Similarity Search Libraries

FAISS is the most established library, but the vector search ecosystem has grown rapidly. Here is a brief overview of the major options:

  • FAISS (Meta): The gold standard for research and production. Supports CPU and GPU, with extensive index types (Flat, IVF, HNSW, PQ, and combinations). Written in C++ with Python bindings. Best for you if you need fine-grained control over index construction.

  • Annoy (Spotify): Uses random projection trees. Simple API, memory-maps indexes for efficient loading, and supports sharing indexes across processes. Good for medium-scale applications where simplicity matters. Does not support adding vectors after index construction.

  • ScaNN (Google): Optimized for inner product search with a technique called anisotropic vector quantization. Achieves state-of-the-art speed-recall trade-offs on several benchmarks. Good for production systems that need the best possible performance.

  • HNSWlib: A standalone C++ implementation of the HNSW algorithm with Python bindings. Lighter weight than FAISS, focused exclusively on the HNSW index type. A good choice if you only need HNSW and want minimal dependencies.

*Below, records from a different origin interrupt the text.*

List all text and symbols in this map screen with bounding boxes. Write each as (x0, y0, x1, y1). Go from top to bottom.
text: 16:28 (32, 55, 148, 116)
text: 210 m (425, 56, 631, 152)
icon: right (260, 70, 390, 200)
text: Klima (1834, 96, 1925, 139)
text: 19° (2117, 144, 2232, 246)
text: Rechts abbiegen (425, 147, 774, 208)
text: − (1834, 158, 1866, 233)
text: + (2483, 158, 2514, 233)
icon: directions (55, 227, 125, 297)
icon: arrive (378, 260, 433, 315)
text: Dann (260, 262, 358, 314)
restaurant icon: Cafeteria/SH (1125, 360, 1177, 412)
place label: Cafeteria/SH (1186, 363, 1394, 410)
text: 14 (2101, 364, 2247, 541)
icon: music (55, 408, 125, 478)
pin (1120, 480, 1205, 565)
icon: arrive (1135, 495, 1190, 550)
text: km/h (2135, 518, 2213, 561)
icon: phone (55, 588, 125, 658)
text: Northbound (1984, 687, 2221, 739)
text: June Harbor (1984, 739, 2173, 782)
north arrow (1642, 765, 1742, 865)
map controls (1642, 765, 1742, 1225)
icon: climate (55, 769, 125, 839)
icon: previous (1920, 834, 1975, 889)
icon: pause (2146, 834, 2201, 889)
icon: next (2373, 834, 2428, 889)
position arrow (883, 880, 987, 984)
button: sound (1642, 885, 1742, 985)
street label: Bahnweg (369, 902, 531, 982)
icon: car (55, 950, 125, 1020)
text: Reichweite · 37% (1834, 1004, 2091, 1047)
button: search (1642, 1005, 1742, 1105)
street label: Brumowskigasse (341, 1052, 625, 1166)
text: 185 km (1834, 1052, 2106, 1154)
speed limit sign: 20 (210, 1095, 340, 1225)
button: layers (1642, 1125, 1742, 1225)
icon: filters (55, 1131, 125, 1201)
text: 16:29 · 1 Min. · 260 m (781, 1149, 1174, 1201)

  • Qdrant, Milvus, Weaviate, Pinecone: These are full vector databases rather than libraries. They add persistence, filtering, distributed search, and managed hosting on top of the core ANN algorithms. We will discuss the distinction between vector search libraries and vector databases when we cover RAG system architecture.

For this chapter, we have focused on FAISS because of its versatility and widespread adoption. The specific index structures it offers (HNSW, IVF, PQ) are explored in depth in the following chapters.

Limitations and Practical Considerations

Vector similarity search is powerful but comes with important caveats that affect real-world RAG systems.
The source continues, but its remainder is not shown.